**TASK DESCRIPTION:**
What is needed here is every line of the records that includes "strong".

**GIVEN INFORMATION:**
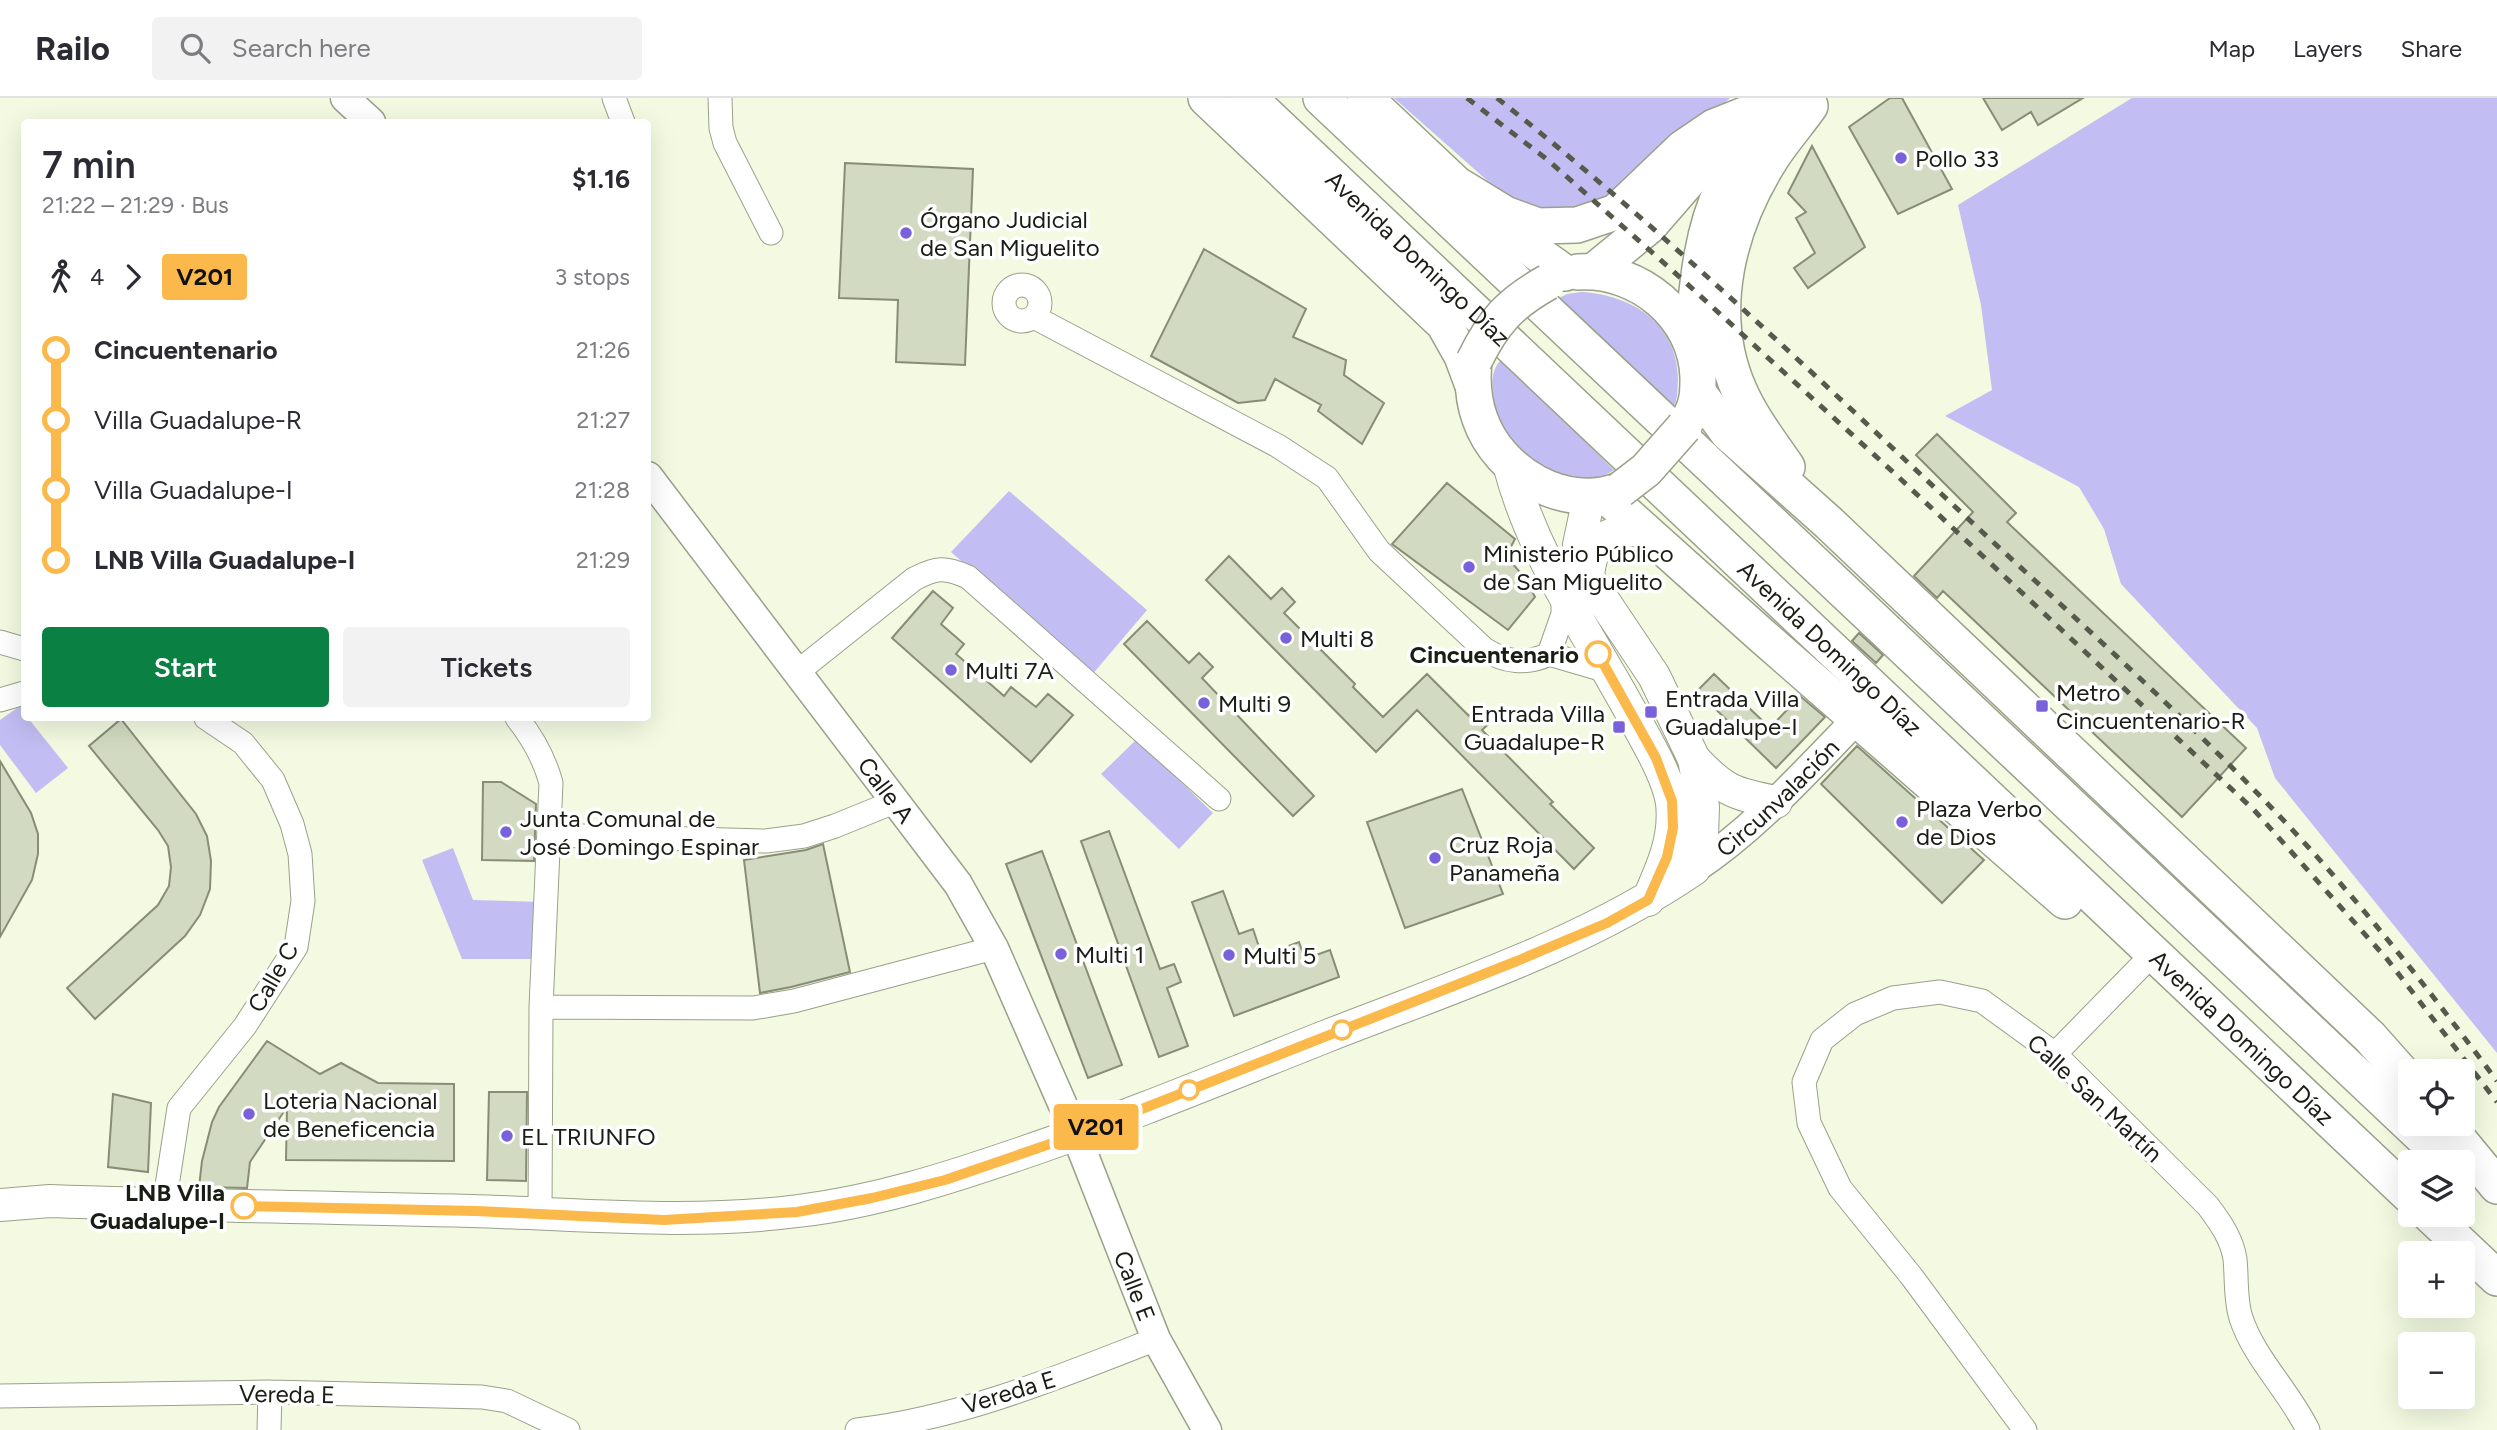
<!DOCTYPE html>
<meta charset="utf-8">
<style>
body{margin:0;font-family:Figtree,sans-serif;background:#f2f2f3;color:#2b2b33;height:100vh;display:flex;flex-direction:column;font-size:26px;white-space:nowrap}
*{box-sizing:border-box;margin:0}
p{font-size:23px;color:#7c7c81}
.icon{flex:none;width:38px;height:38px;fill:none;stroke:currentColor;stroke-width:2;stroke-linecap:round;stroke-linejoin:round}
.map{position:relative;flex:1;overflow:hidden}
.details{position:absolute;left:21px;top:21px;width:630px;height:602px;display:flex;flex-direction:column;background:#fff;border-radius:7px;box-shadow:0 7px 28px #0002}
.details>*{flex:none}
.badge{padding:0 14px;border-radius:5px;font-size:24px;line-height:46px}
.controls{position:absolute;left:2398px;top:961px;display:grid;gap:14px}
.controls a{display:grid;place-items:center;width:77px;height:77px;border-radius:7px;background:#fff;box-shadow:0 7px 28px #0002;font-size:35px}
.map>.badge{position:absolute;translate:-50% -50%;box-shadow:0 0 0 4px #fff}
.legs{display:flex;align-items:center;gap:10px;height:77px;padding:0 21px;font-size:23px}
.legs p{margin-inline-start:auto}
.summary{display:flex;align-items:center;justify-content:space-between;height:119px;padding:0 21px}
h1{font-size:38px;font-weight:600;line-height:52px}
.button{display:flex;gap:14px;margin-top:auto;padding:14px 21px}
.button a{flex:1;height:80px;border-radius:7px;background:#0b8043;color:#fff;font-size:28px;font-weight:600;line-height:80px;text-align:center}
.button a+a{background:#f2f2f3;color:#2b2b33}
ul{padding:0 21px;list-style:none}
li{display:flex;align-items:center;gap:24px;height:70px;font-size:26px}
li i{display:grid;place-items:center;width:10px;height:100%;margin:0 9px;background:currentColor}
li i::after{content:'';width:18px;height:18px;margin:-9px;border:5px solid;border-radius:50%;background:#fff}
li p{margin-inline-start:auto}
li:first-child i{background:linear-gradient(#0000 50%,currentColor 0)}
li:last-child i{background:linear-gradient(currentColor 50%,#0000 0)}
header{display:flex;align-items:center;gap:42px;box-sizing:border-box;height:98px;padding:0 35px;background:#fff;border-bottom:2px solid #e1e1e2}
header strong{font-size:33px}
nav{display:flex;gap:38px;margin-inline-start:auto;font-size:24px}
.search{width:490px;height:63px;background:#f2f2f3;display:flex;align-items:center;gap:18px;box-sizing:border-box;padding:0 24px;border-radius:7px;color:#7c7c81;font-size:26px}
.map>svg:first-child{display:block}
.green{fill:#c2bdf2}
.building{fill:#d2dac1;stroke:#878d77;stroke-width:2}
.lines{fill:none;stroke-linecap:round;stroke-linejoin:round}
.minor-casing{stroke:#9aa18a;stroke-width:25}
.tertiary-casing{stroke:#9aa18a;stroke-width:31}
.secondary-casing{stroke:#9aa18a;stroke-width:34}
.primary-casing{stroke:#9aa18a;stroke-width:38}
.minor{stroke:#fff;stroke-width:23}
.tertiary{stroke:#fff;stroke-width:28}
.secondary{stroke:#fff;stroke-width:32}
.primary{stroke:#fff;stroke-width:35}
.rail{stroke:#555a4c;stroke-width:5;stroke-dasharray:9 9;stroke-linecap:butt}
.primary-bridge-casing{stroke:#9aa18a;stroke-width:38;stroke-linecap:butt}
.primary-bridge{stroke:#fff;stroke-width:35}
.line-1-casing{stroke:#fff;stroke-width:16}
.line-1{stroke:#fcb94b;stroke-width:10}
.poi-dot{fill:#7a61dc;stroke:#fff;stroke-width:2.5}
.stop-1-dot{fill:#fff;stroke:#fcb94b;stroke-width:3.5}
.labels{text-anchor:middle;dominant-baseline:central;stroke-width:7;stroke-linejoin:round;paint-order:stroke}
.poi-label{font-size:24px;fill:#1a1d14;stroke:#fff;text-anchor:start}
.street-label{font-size:24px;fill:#1a1d14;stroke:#fff}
.stop-label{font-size:24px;font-weight:bold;fill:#1a1d14;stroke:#fff;text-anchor:end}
</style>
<header>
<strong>Railo</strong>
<div class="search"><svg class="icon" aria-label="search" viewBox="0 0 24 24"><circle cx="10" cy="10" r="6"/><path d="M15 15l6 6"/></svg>Search here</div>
<nav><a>Map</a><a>Layers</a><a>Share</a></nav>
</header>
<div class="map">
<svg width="2497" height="1332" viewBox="0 0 2497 1332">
<rect width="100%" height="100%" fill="#f3fae1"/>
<path class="green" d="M1394,0H1730L1601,112L1525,116Z
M2132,0H2497V955L2275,680L2257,630L2121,486L2104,431L2079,389L1945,318L1992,292L1981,207L1958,107Z
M1581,194C1633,197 1678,226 1678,282C1677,292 1678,301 1674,308L1559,200L1567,196Z
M1502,261L1614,372C1586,391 1537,373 1516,349C1500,331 1480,280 1502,261Z
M1009,393L1147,512L1091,578L951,454Z
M20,608L24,615V620H28L68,670L36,695L0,647V622Z
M1137,641L1213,715L1179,751L1101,676Z
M453,750L473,802L543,804L541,861H462L422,762Z"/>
<path class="building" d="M1890,0H1902L1952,91L1898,116L1849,29Z
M1983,0H2083L2038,27L2031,14L2002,32Z
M1812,48L1865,149L1808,190L1794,170L1815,155L1796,120L1806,114L1788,95Z
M845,65L973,71L965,267L896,264L898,202L839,200Z
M1204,151L1306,211L1293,239L1346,262L1344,277L1384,305L1362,346L1318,313L1321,307L1275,281L1265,302L1238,305L1151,258Z
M1937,336L2016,415L2007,424L2246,650L2182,719L1943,493L1937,500L1914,478L1973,414L1916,357Z
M1447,385L1515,441L1506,458L1525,480L1535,499L1508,532L1392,446Z
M1229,458L1271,501L1282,490L1295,504L1284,515L1355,586L1353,589L1383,619L1427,576L1469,618L1479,607L1493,622L1482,632L1553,704L1550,706L1594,750L1574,771L1417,612L1376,654L1206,482Z
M933,493L953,510L941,526L964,546L956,556L1004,598L1011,589L1036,609L1048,596L1073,617L1031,664L892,540Z
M1147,523L1189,565L1199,555L1213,569L1202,580L1314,698L1293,718L1124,546Z
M1859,535L1883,557L1876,565L1852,543Z
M1714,576L1770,630L1800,598L1825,619L1776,670L1697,593Z
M121,621L196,716L207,738L211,763L210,791L200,817L185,838L95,921L67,890L158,807L169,788L171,769L168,748L158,732L89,648Z
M1857,648L1984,762L1942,805L1821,686Z
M0,663L31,715L38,736V756L32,782L0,839Z
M483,684H501L536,706L534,763L482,762Z
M1462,691L1503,796L1405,830L1367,724Z
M1109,733L1160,871L1174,866L1181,884L1167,890L1188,948L1159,959L1081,743Z
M823,746L850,874L791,889L760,895L744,762L806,752Z
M1042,753L1122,967L1088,980L1006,766Z
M1223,793L1239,836L1253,831L1262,858L1299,844L1305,861L1330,852L1339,879L1234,918L1192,804Z
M267,943L320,976L341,965L378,985L454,986V1063L286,1062L287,1009L250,1064L247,1090L199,1089L202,1063L212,1024L219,1009Z
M489,994H527L526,1083L487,1082Z
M113,996L151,1005L148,1074L108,1069Z"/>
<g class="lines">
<defs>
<path id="minor" d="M614,0L623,24
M720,0L721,30L725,45L771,135
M1004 205a18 18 0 1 1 36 0a18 18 0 1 1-36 0Z
M1034,219L1278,348L1327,380L1379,453L1484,551C1504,564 1527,567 1549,556L1607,573
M0,544L24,551
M1549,556L1563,516V497
M796,575L914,481C937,469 945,469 968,479L1219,701
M0,602L24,595
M517,620C533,640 544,659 551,685L541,909L540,1117
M550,737L766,743L804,738L835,728L894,704
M541,909L753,910L794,903L994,850
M2055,956L2140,869
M164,1107L179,1010L245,928L296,849L303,803L300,756L292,726L273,682L243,645L206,620
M0,1298L270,1294L482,1299L507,1303L568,1332
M269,1332L270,1294
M857,1332C961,1320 1059,1279 1156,1241
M2025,1332L1912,1179L1840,1090L1809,1025L1804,984L1822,942L1855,916L1893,900L1940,894L1982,903L2055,956L2208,1108C2220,1124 2232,1141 2235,1161C2237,1180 2235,1202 2241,1220C2254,1260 2289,1293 2308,1332"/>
<g id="tertiary">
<path d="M345,0L371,24"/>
<path id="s1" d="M648,378L958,786L994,850L1076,1037L1156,1241L1207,1332"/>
<path id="s2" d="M1694,771C1756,730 1805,674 1857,621"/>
</g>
<path id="secondary" d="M1509,366C1532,457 1587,533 1631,614C1644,639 1668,677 1672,705C1676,741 1662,770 1648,802
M1588,479C1591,440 1608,432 1644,432
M1694,661C1724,693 1734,696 1776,704
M0,1107L50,1103C190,1108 331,1109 471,1113C580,1116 689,1127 798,1113C875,1104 949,1080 1022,1055C1125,1020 1226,978 1327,938C1452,889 1583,847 1694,771L1702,738L1703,709L1694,661L1654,578L1583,472L1579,447L1589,399"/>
<g id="primary">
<path d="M1206,0L1444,226L1462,258L1472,285"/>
<path id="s3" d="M1249,0L2410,1098"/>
<path d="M1321,0L2449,1064"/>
<path d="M1365,0L1505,132L1565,175"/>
<path d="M1461,89L1505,116L1538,128L1577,127L1616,114L1683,50L1714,29L1787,0"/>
<path d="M1594,173L1649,128L1695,75L1742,32"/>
<path d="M1578,174C1638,170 1697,218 1698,280C1698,292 1698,305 1691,317"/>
<path d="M1692,244C1697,192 1700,137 1723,89C1733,67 1755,49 1774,34"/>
<path d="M1474,263C1472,282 1473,302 1480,321C1499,375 1565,414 1620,392"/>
<path d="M1698,294L1728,335L1829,425L2370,939L2410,984"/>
<path d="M1787,369C1770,344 1751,320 1739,292C1705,214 1728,128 1772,59C1783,42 1798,25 1810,8"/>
<path d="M1606,398L1761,537L2065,803"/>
<path d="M2446,1026L2497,1088"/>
<path d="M2429,1116L2497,1180"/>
</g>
</defs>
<use href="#minor" class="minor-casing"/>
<use href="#tertiary" class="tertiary-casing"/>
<use href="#secondary" class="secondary-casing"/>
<use href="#primary" class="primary-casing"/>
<use href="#minor" class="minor"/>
<use href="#tertiary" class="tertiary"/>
<use href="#secondary" class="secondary"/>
<use href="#primary" class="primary"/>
<path class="rail" d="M1467,0L1549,63L1673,173L1893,374L2254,712L2387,861L2497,1004
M1497,0C1656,126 1803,266 1950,404C2055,502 2163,598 2263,701C2348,788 2424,885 2497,983"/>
<defs>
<path id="primary-bridge" d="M1474,263C1493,224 1510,205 1548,184
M1620,392L1646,372L1684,329"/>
</defs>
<use href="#primary-bridge" class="primary-bridge-casing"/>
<use href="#primary-bridge" class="primary-bridge"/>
</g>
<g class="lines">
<defs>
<path id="line-1" d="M244,1108L476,1113L664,1122L797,1114L872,1100L945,1082L1076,1037L1517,863L1607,825L1648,802L1667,759L1673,730L1672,703L1656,660L1598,556"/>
</defs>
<use href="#line-1" class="line-1-casing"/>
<use href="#line-1" class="line-1"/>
</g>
<g class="poi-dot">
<circle cx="1901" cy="60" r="7"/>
<circle cx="906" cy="135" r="7"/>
<circle cx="1469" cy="469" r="7"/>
<circle cx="1286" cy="540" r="7"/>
<circle cx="951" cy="572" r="7"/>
<circle cx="1204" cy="605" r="7"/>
<rect x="2035" y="601" width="14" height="14" rx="3.5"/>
<rect x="1644" y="607" width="14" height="14" rx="3.5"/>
<rect x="1612" y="622" width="14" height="14" rx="3.5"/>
<circle cx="1902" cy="724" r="7"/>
<circle cx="506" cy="734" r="7"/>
<circle cx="1435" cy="760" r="7"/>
<circle cx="1061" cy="856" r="7"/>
<circle cx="1229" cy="857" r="7"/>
<circle cx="249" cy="1016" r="7"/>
<circle cx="507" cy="1038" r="7"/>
</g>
<g class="stop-1-dot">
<circle cx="1598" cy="556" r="12"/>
<circle cx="1342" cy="932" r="9"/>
<circle cx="1189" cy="992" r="9"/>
<circle cx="244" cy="1108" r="12"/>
</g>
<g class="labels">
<g class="poi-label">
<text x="1915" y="60">Pollo 33</text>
<text x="920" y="121">Órgano Judicial<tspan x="920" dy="28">de San Miguelito</tspan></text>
<text x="1483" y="455">Ministerio Público<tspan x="1483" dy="28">de San Miguelito</tspan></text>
<text x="1300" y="540">Multi 8</text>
<text x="965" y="572">Multi 7A</text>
<text x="2056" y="594">Metro<tspan x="2056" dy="28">Cincuentenario-R</tspan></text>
<text x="1665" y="600">Entrada Villa<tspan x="1665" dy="28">Guadalupe-I</tspan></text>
<text x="1218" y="605">Multi 9</text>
<text x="1605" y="615" text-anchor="end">Entrada Villa<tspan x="1605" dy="28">Guadalupe-R</tspan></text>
<text x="1916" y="710">Plaza Verbo<tspan x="1916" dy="28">de Dios</tspan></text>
<text x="520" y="720">Junta Comunal de<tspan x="520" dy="28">José Domingo Espinar</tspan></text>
<text x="1449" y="746">Cruz Roja<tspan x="1449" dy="28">Panameña</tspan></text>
<text x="1075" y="856">Multi 1</text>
<text x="1243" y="857">Multi 5</text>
<text x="263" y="1002">Loteria Nacional<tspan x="263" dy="28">de Beneficencia</tspan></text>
<text x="521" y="1038">EL TRIUNFO</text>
</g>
<g class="street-label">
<text stroke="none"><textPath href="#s3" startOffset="233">Avenida Domingo Díaz</textPath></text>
<text stroke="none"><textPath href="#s3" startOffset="800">Avenida Domingo Díaz</textPath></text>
<text stroke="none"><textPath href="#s1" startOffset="394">Calle A</textPath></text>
<text stroke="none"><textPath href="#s2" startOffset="110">Circunvalación</textPath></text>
<text transform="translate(273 879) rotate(-60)">Calle C</text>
<text stroke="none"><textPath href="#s3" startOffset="1367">Avenida Domingo Díaz</textPath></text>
<text transform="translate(2095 1000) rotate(43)">Calle San Martín</text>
<text stroke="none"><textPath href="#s1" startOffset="952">Calle E</textPath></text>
<text transform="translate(1009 1294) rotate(-17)">Vereda E</text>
<text transform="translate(287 1296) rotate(1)">Vereda E</text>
</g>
<g class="stop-label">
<text x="1579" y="556">Cincuentenario</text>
<text x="225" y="1094">LNB Villa<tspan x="225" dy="28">Guadalupe-I</tspan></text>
</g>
</g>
</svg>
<div class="controls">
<a><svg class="icon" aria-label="locate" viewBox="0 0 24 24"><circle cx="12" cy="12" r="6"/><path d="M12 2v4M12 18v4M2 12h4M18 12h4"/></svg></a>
<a><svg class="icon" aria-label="layers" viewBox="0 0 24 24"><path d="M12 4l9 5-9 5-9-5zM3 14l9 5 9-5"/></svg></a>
<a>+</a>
<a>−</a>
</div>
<b class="badge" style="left:1096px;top:1029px;background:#fcb94b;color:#111">V201</b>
<section class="details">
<div class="summary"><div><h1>7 min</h1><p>21:22 – 21:29 · Bus</p></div><b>$1.16</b></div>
<div class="legs"><svg class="icon" aria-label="walk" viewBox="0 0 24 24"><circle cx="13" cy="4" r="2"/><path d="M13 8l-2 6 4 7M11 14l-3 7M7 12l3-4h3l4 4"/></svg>4<svg class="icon" aria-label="forward" viewBox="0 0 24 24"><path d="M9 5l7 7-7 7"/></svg><b class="badge" style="background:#fcb94b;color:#111">V201</b><p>3 stops</p></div>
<ul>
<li><i style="color:#fcb94b"></i><b>Cincuentenario</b><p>21:26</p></li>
<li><i style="color:#fcb94b"></i><span>Villa Guadalupe-R</span><p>21:27</p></li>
<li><i style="color:#fcb94b"></i><span>Villa Guadalupe-I</span><p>21:28</p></li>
<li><i style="color:#fcb94b"></i><b>LNB Villa Guadalupe-I</b><p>21:29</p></li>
</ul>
<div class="button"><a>Start</a><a>Tickets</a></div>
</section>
</div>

**RESPONSE BELOW:**
header strong{font-size:33px}
<strong>Railo</strong>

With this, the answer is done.